* **AIM OF THE EXERCISE**: Write every line of the material out exactly as shown.

──────

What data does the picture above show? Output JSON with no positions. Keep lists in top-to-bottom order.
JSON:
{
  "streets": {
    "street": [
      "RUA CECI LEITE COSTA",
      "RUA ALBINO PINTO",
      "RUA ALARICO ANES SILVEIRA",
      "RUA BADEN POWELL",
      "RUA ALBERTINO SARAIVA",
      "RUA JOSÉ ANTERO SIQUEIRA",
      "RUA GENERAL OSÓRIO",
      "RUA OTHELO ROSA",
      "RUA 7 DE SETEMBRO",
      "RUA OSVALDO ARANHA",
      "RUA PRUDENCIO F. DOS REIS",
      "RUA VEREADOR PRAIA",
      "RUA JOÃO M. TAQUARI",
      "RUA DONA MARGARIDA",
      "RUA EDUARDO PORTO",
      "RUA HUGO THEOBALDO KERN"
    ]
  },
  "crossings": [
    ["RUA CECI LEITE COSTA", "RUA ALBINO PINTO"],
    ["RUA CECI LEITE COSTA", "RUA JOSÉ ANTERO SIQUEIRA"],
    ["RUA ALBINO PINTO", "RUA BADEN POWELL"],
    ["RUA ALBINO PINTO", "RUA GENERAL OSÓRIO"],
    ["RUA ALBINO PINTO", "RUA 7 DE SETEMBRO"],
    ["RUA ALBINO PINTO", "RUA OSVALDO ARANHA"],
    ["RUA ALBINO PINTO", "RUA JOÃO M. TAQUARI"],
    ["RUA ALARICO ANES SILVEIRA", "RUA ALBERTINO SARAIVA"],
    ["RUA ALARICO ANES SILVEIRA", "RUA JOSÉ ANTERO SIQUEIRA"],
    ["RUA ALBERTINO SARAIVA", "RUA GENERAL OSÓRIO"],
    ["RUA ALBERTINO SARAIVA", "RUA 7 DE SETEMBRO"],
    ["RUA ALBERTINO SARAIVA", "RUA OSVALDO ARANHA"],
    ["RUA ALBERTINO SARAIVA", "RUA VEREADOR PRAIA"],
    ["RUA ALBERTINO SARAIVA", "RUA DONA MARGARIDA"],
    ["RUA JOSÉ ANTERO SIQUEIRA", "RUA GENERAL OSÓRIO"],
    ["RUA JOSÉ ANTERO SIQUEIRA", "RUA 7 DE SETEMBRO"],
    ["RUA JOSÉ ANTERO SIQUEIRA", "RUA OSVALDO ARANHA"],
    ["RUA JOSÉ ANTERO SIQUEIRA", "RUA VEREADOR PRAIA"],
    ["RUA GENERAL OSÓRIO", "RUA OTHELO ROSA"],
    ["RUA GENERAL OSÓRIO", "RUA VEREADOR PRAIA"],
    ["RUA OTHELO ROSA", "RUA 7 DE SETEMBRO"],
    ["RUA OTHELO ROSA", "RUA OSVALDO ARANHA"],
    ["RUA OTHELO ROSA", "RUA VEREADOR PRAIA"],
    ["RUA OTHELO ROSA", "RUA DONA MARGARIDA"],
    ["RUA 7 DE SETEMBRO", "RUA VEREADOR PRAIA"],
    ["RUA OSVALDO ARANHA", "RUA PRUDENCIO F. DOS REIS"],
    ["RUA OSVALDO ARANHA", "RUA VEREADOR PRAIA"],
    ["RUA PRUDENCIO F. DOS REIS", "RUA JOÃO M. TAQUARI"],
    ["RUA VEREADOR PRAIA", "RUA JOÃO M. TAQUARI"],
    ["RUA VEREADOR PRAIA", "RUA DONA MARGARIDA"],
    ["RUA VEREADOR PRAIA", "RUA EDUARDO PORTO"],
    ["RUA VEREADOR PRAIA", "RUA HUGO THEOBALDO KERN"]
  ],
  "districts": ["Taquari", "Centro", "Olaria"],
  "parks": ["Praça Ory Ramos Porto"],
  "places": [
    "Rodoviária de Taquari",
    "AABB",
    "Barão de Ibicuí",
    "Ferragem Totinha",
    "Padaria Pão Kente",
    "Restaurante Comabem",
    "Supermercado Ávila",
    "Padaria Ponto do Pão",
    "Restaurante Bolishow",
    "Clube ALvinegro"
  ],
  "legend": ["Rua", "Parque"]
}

──────

* **TASK OUTPUT**:
What data does the picture above show? Output JSON with no positions. Keep lists in top-to-bottom order.
JSON:
{
  "streets": {
    "street": [
      "RUA CECI LEITE COSTA",
      "RUA ALBINO PINTO",
      "RUA ALARICO ANES SILVEIRA",
      "RUA BADEN POWELL",
      "RUA ALBERTINO SARAIVA",
      "RUA JOSÉ ANTERO SIQUEIRA",
      "RUA GENERAL OSÓRIO",
      "RUA OTHELO ROSA",
      "RUA 7 DE SETEMBRO",
      "RUA OSVALDO ARANHA",
      "RUA PRUDENCIO F. DOS REIS",
      "RUA VEREADOR PRAIA",
      "RUA JOÃO M. TAQUARI",
      "RUA DONA MARGARIDA",
      "RUA EDUARDO PORTO",
      "RUA HUGO THEOBALDO KERN"
    ]
  },
  "crossings": [
    ["RUA CECI LEITE COSTA", "RUA ALBINO PINTO"],
    ["RUA CECI LEITE COSTA", "RUA JOSÉ ANTERO SIQUEIRA"],
    ["RUA ALBINO PINTO", "RUA BADEN POWELL"],
    ["RUA ALBINO PINTO", "RUA GENERAL OSÓRIO"],
    ["RUA ALBINO PINTO", "RUA 7 DE SETEMBRO"],
    ["RUA ALBINO PINTO", "RUA OSVALDO ARANHA"],
    ["RUA ALBINO PINTO", "RUA JOÃO M. TAQUARI"],
    ["RUA ALARICO ANES SILVEIRA", "RUA ALBERTINO SARAIVA"],
    ["RUA ALARICO ANES SILVEIRA", "RUA JOSÉ ANTERO SIQUEIRA"],
    ["RUA ALBERTINO SARAIVA", "RUA GENERAL OSÓRIO"],
    ["RUA ALBERTINO SARAIVA", "RUA 7 DE SETEMBRO"],
    ["RUA ALBERTINO SARAIVA", "RUA OSVALDO ARANHA"],
    ["RUA ALBERTINO SARAIVA", "RUA VEREADOR PRAIA"],
    ["RUA ALBERTINO SARAIVA", "RUA DONA MARGARIDA"],
    ["RUA JOSÉ ANTERO SIQUEIRA", "RUA GENERAL OSÓRIO"],
    ["RUA JOSÉ ANTERO SIQUEIRA", "RUA 7 DE SETEMBRO"],
    ["RUA JOSÉ ANTERO SIQUEIRA", "RUA OSVALDO ARANHA"],
    ["RUA JOSÉ ANTERO SIQUEIRA", "RUA VEREADOR PRAIA"],
    ["RUA GENERAL OSÓRIO", "RUA OTHELO ROSA"],
    ["RUA GENERAL OSÓRIO", "RUA VEREADOR PRAIA"],
    ["RUA OTHELO ROSA", "RUA 7 DE SETEMBRO"],
    ["RUA OTHELO ROSA", "RUA OSVALDO ARANHA"],
    ["RUA OTHELO ROSA", "RUA VEREADOR PRAIA"],
    ["RUA OTHELO ROSA", "RUA DONA MARGARIDA"],
    ["RUA 7 DE SETEMBRO", "RUA VEREADOR PRAIA"],
    ["RUA OSVALDO ARANHA", "RUA PRUDENCIO F. DOS REIS"],
    ["RUA OSVALDO ARANHA", "RUA VEREADOR PRAIA"],
    ["RUA PRUDENCIO F. DOS REIS", "RUA JOÃO M. TAQUARI"],
    ["RUA VEREADOR PRAIA", "RUA JOÃO M. TAQUARI"],
    ["RUA VEREADOR PRAIA", "RUA DONA MARGARIDA"],
    ["RUA VEREADOR PRAIA", "RUA EDUARDO PORTO"],
    ["RUA VEREADOR PRAIA", "RUA HUGO THEOBALDO KERN"]
  ],
  "districts": ["Taquari", "Centro", "Olaria"],
  "parks": ["Praça Ory Ramos Porto"],
  "places": [
    "Rodoviária de Taquari",
    "AABB",
    "Barão de Ibicuí",
    "Ferragem Totinha",
    "Padaria Pão Kente",
    "Restaurante Comabem",
    "Supermercado Ávila",
    "Padaria Ponto do Pão",
    "Restaurante Bolishow",
    "Clube ALvinegro"
  ],
  "legend": ["Rua", "Parque"]
}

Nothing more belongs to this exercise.